Did you call the vet?


----------



## dschles (Jan 23, 2007)

Yuck! I just took Scout to this very wooded park that I had read has ticks... but, my friends assured me there aren't ticks this time of year (we are in Wisconsin and the weather is not that cold yet). Anyone have any thoughts on if there is a tick season and when it is too cold for ticks?


----------



## ivyagogo (Sep 11, 2007)

Ann - I'm going to call in the morning. Gryff has had many ticks on him, but I've never had one that was actually attached. I imagine it must be really hard with darker dogs. I can usually spot them on Gryff pretty easily.


----------



## Scooter's Family (May 23, 2008)

I guess I better be more vigilant and check him for ticks.

Hope Gryff is ok!


----------



## Missy (Nov 6, 2006)

After finding a tick trolling around our bed this spring...(ok everyone: EWWWWWWW) We check the boys when ever they come in-- but a big check before they get on the bed. It is hard with a dark dog. but you can feel them. I have been told to focus where ever it gets really warm, the groin, behind the ears, armpits, and the nose because they always have their nose in the leaves and stuff. You are also supposed to use plastic gloves or a least TP to remove the tick. Because just touching a tick can infect you...although I find that hard to believe. 

Our vet said the ticks rarely go away anymore... All they need is a 50 degree day in the middle of winter and they come back. For us in the northeast-- I was trying to give them a break on the FRONTLINE from december to march-- But then Cash got really sick and it could have been tick born so now they get Frontline 12 months a year.


----------



## Brady's mom (Dec 1, 2006)

Ivy, I think you jinxed all of us. I found a tiny deer tick on Brady this morning. I use the Frontline all year as well.


----------



## ivyagogo (Sep 11, 2007)

Oops, sorry Karen.

I just spoke to my vet. She said that Gryff should be protected with the Revolution and the Lyme vaccine booster he just got in August. That said, she also told me to keep an eye on him and if he is lethargic or limping, to bring him in.

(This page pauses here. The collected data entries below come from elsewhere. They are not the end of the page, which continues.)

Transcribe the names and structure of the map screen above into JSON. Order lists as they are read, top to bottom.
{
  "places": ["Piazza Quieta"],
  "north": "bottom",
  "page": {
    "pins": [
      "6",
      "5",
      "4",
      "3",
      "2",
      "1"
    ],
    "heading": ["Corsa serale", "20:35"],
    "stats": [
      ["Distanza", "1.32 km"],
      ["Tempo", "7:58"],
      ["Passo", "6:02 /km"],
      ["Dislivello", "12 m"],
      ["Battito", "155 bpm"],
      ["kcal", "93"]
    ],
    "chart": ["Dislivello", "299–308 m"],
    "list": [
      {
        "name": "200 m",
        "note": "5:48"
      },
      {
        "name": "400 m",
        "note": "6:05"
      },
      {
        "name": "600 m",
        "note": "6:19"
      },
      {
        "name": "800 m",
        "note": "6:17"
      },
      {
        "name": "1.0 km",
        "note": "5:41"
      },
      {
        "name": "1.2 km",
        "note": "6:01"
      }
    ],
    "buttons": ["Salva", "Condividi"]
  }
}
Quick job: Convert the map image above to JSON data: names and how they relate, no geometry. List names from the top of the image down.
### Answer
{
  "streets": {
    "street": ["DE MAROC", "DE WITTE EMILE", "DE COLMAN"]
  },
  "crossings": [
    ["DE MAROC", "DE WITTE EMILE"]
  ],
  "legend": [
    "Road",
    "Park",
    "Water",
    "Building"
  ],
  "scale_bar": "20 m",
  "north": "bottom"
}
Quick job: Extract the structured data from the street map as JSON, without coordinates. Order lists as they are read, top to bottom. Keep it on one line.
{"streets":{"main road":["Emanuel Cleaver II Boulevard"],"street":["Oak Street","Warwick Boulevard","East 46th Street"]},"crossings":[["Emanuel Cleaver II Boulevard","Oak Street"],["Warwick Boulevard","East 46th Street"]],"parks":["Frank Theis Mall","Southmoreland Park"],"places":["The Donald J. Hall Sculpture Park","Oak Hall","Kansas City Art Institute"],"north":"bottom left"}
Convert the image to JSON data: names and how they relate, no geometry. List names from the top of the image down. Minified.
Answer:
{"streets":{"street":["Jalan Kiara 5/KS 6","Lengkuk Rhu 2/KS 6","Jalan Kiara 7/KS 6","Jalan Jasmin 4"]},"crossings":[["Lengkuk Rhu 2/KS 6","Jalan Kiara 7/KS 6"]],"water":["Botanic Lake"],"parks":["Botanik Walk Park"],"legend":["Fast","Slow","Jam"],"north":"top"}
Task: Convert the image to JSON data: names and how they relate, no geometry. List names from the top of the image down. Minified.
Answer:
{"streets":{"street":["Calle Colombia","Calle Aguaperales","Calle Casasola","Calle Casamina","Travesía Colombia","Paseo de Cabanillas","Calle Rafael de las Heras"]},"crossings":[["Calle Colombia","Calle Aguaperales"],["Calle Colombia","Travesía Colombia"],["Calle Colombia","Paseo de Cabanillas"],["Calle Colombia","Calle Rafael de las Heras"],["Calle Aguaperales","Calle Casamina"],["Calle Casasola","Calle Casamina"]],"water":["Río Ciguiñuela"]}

My neighbor said that she sees these engorged ticks at her place all the time. She has two dogs. The ticks feed, then fall off the dogs due to the Frontline. She told me that she stepped on one once and blood squirted everywhere. Ack, that is just ghastly.


----------



## Brady's mom (Dec 1, 2006)

Ewwwwww! Fortunately, I haven't had that happen!!


----------



## Posh's Mom (Dec 20, 2007)

okay, i should have read this thread...

posh and the rest of the clan went down to southern minnesota to hang out at my dad's "farm" he has something like 300 acres...she had a blast but picked up a ton of burrs. whilst combing her out for the "hundreth" time i came across a tick (but it was crawling) on her fur. i disposed of it and thought "shoot wish i would have put a dose of frontline on her."

well, i didn't put the frontline on her, because i don't know...we're home...i forgot...whatever.

tonight, i'm petting her head and i notice a "bump" that i know is a tick.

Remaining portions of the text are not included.